Greater Swiss Mountain Dog Club of America collection
Scope and Contents Note
The Greater Swiss Mountain Dog Club of America records is a useful resource for those interested in the foundation of the breed in America from the 1960's onward. Although the breed was not officially recognized by the AKC until 1995, the records in this collection stretch back to 1968 when the breed's Club was first formed and includes some early history on the Club (through written Histories and membership lists) and the dogs (breed standards, pedigrees, and champions lists, and advertisements).
The collection also contains the Herding Events proposal that the Club presented to the AKC so that the Greater Swiss Mountain Dog could be included in those competitions. This proposal includes more standards and histories on the breed as well as various comments to the effectiveness of the breed as a herding, livestock protection, and utility farmwork dog. The proposal also includes comments from judges on how the breed works with livestock.

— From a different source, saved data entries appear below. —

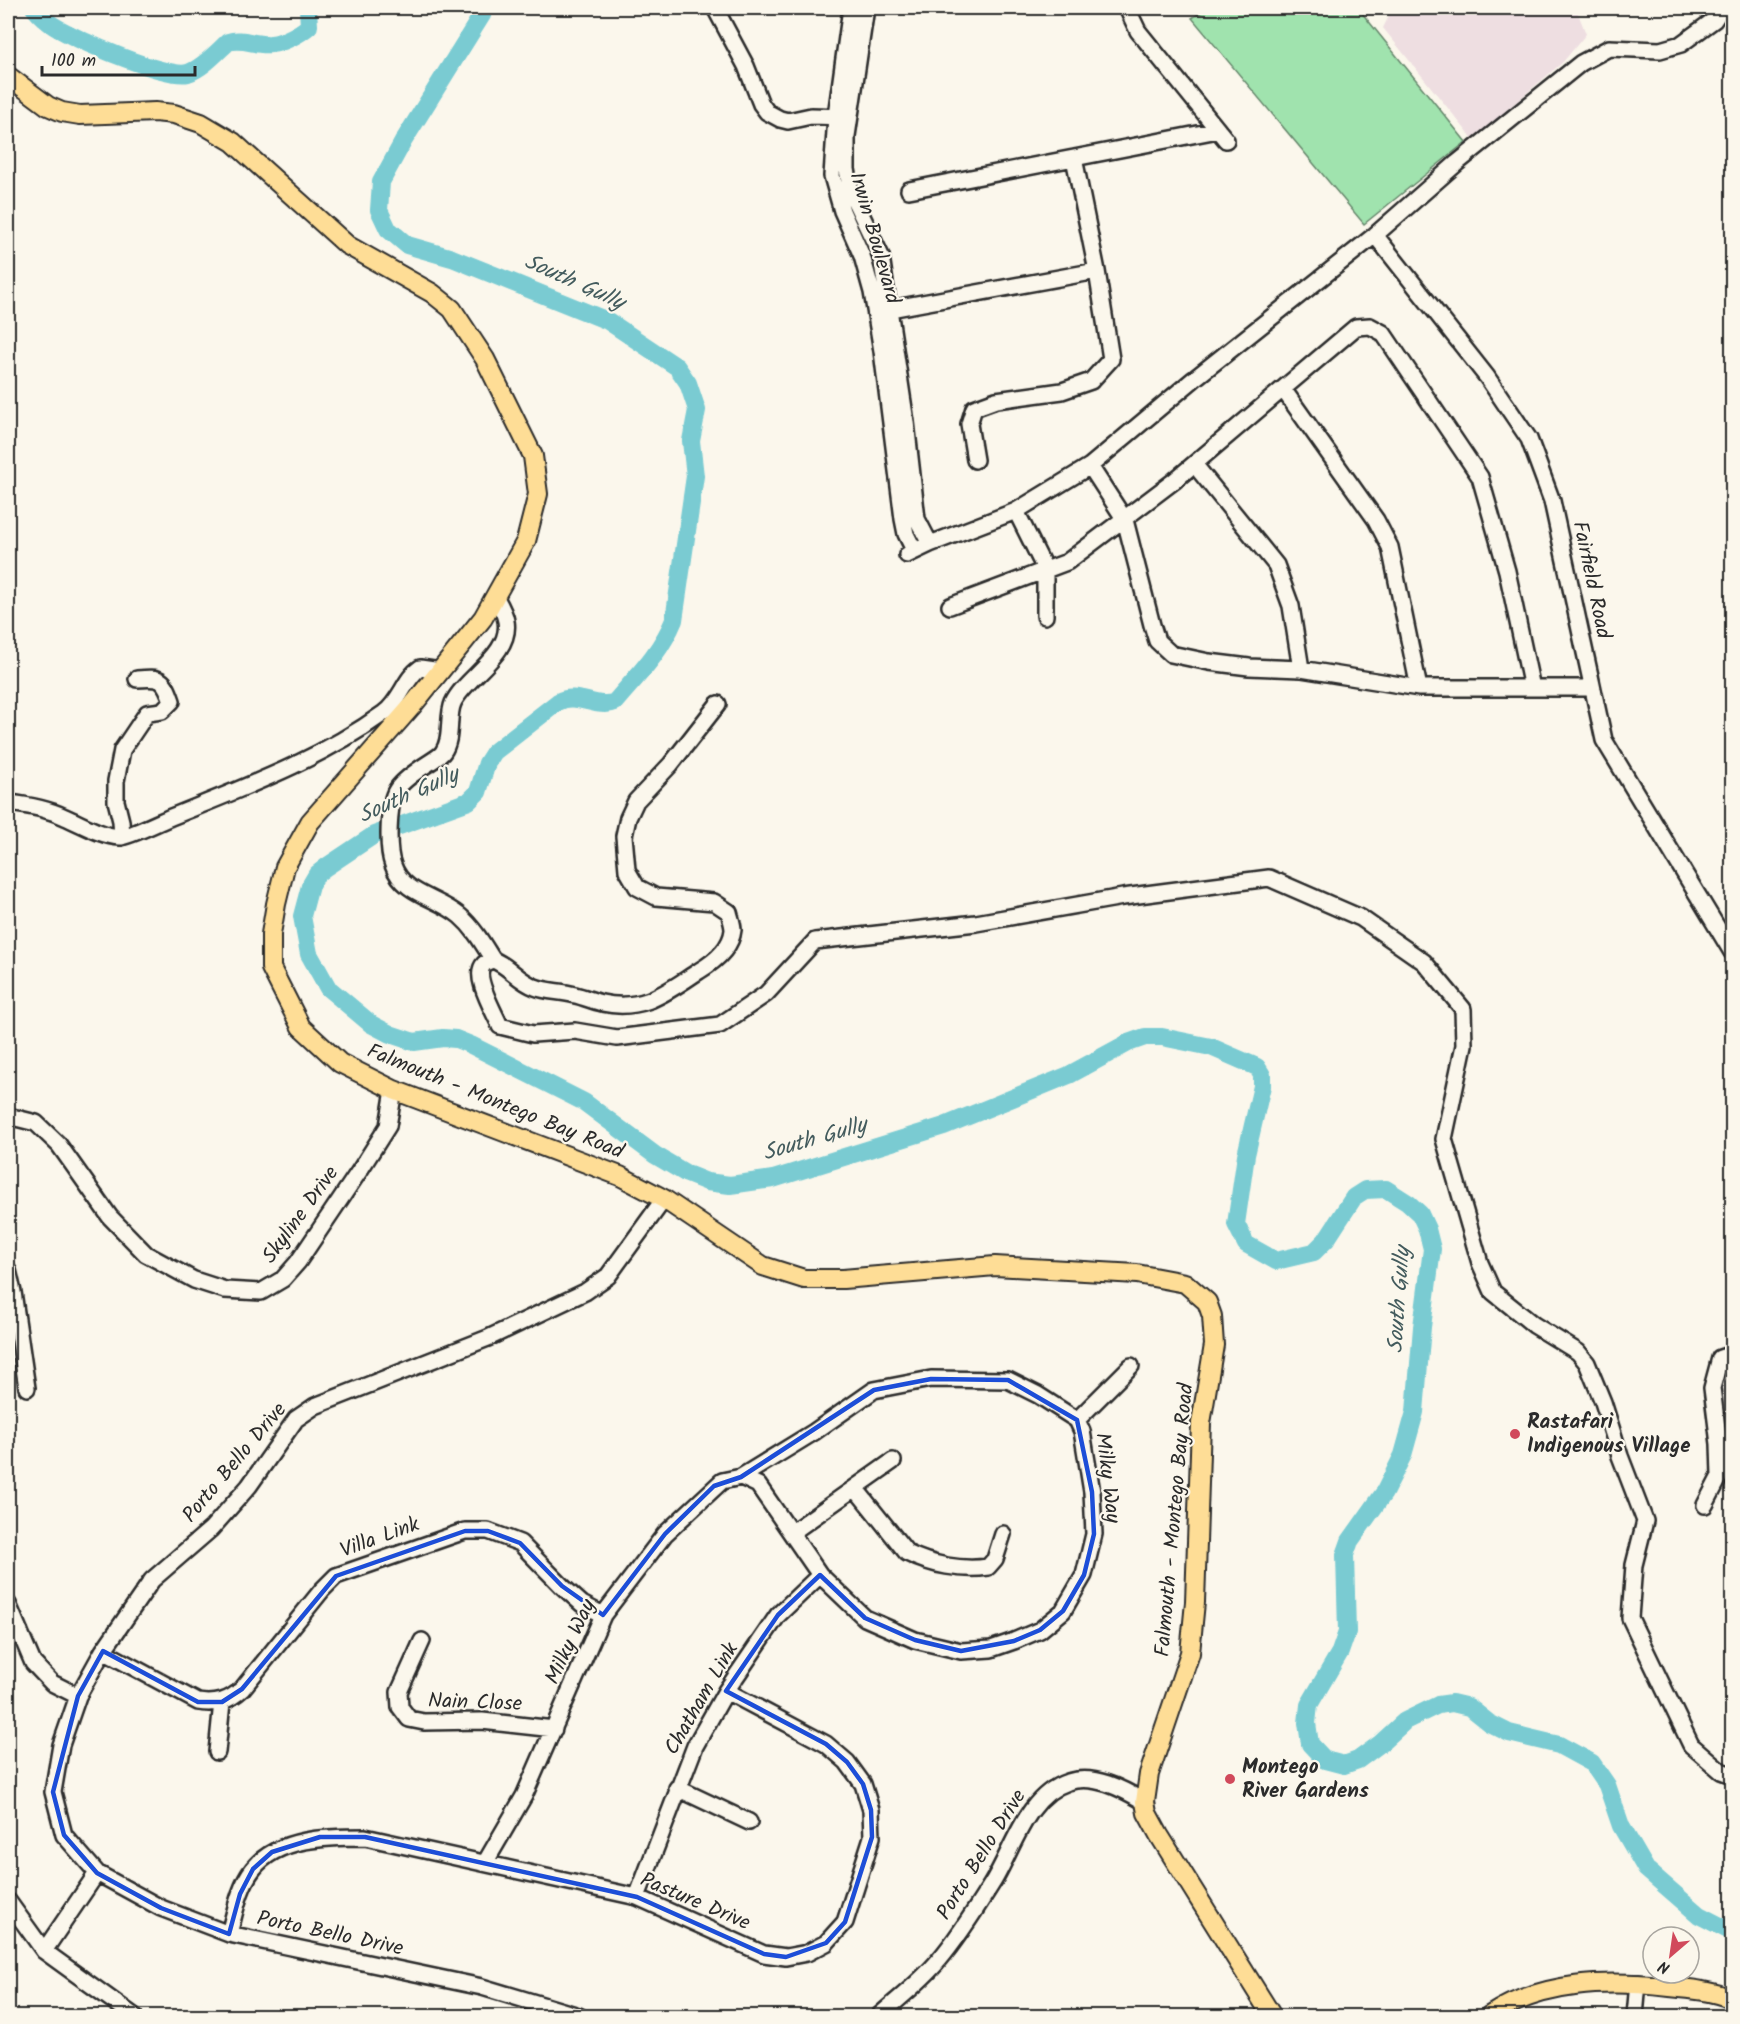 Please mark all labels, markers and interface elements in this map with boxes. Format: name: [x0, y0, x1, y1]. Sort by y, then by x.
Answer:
scale bar: [42, 39, 195, 77]
text: 100 m: [51, 47, 96, 76]
street label: Irwin Boulevard: [839, 168, 909, 308]
water label: South Gully: [518, 245, 633, 322]
street label: Fairfield Road: [1562, 518, 1620, 642]
water label: South Gully: [353, 757, 468, 834]
street label: Falmouth - Montego Bay Road: [362, 1035, 629, 1169]
water label: South Gully: [759, 1107, 875, 1171]
street label: Skyline Drive: [254, 1159, 348, 1271]
water label: South Gully: [1379, 1242, 1421, 1354]
street label: Falmouth - Montego Bay Road: [1147, 1381, 1203, 1658]
street label: Porto Bello Drive: [175, 1395, 296, 1531]
place label: Rastafari Indigenous Village: [1527, 1406, 1690, 1463]
marker: Rastafari Indigenous Village: [1508, 1427, 1522, 1441]
street label: Milky Way: [1085, 1431, 1129, 1525]
street label: Villa Link: [336, 1508, 424, 1568]
street label: Milky Way: [537, 1594, 605, 1690]
street label: Chatham Link: [656, 1636, 748, 1762]
street label: Nain Close: [427, 1685, 523, 1721]
place label: Montego River Gardens: [1242, 1751, 1369, 1808]
marker: Montego River Gardens: [1223, 1772, 1237, 1786]
street label: Porto Bello Drive: [929, 1783, 1036, 1927]
street label: Pasture Drive: [635, 1864, 756, 1940]
street label: Porto Bello Drive: [254, 1902, 407, 1966]
north arrow: [1641, 1925, 1701, 1985]
text: N: [1654, 1953, 1675, 1980] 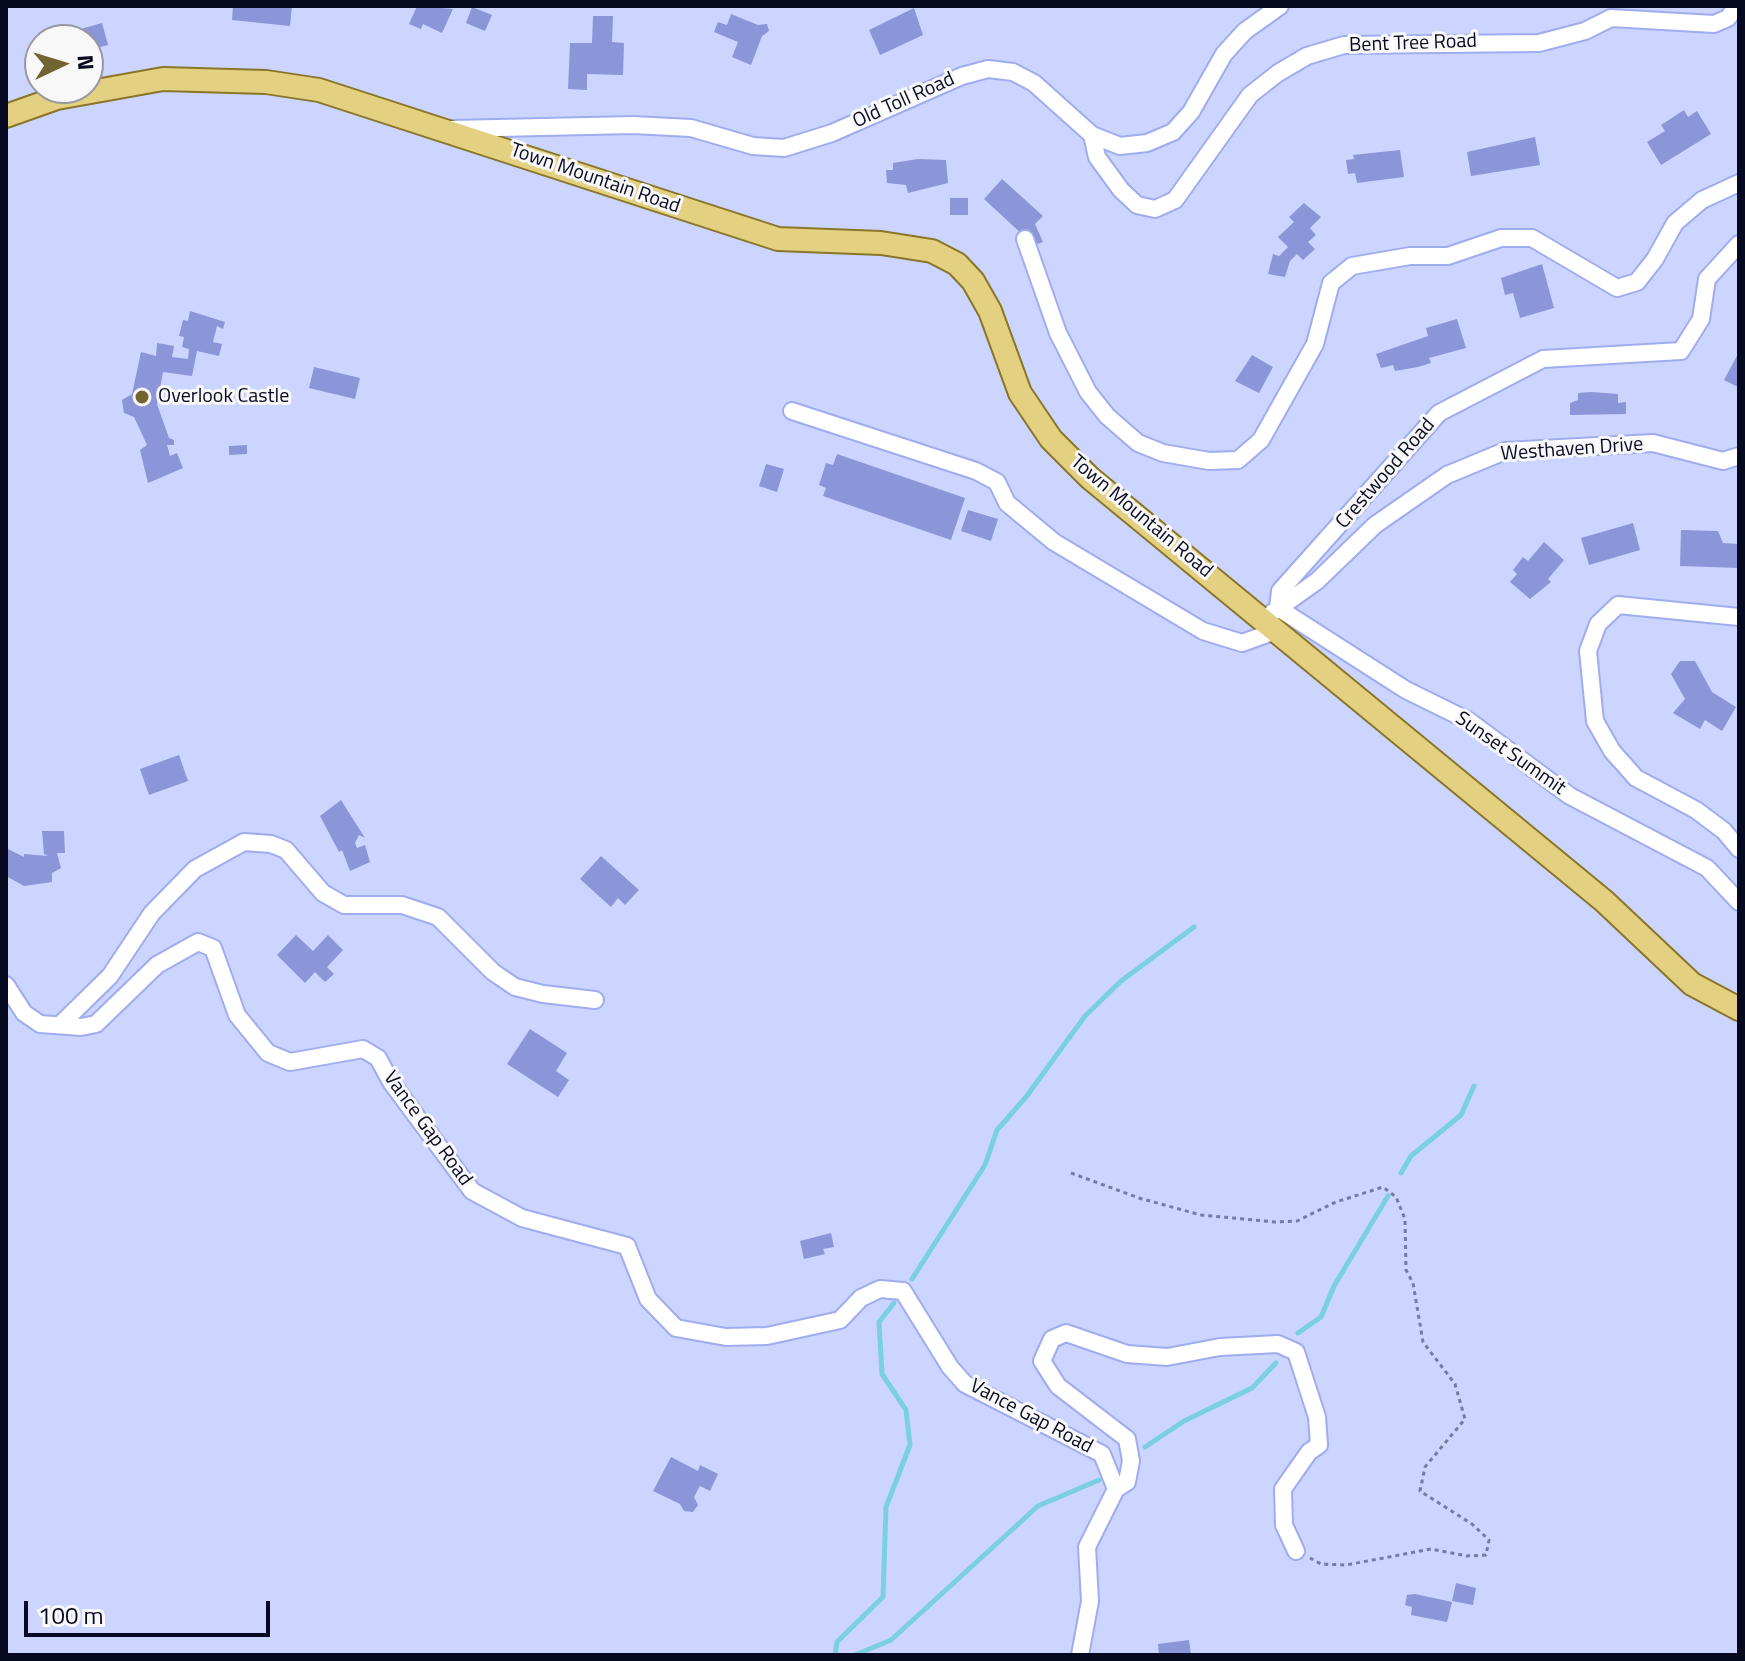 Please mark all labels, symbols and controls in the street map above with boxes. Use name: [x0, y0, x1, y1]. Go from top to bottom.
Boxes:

- Greater Swiss Mountain Dog Club of America (Organization)
Language of Materials
Materials are in English.
This material is open to research without restrictions.
Publishing and Use Restrictions
Some materials in this collection may still fall under copyright restrictions, please consult the Archivist.
As stated in the name, this native of Switzerland is one of the earliest descendants of the large Mastiff-type dogs introduced to the Alpine by the ancient Romans. Developed in the remote and isolated areas of Switzerland, the Greater Swiss Mountain Dog was adapted to general farm use as a herding dog, guard dog, and utilitarian draft dog. Of the four Sennenhund breeds developed in Switzerland, the Greater Swiss Mountain Dog is both the largest and the oldest. Though little known outside its country of origin for many years, the Greater Swiss was instrumental in the early development of both the Saint Bernard and the Rottweiler.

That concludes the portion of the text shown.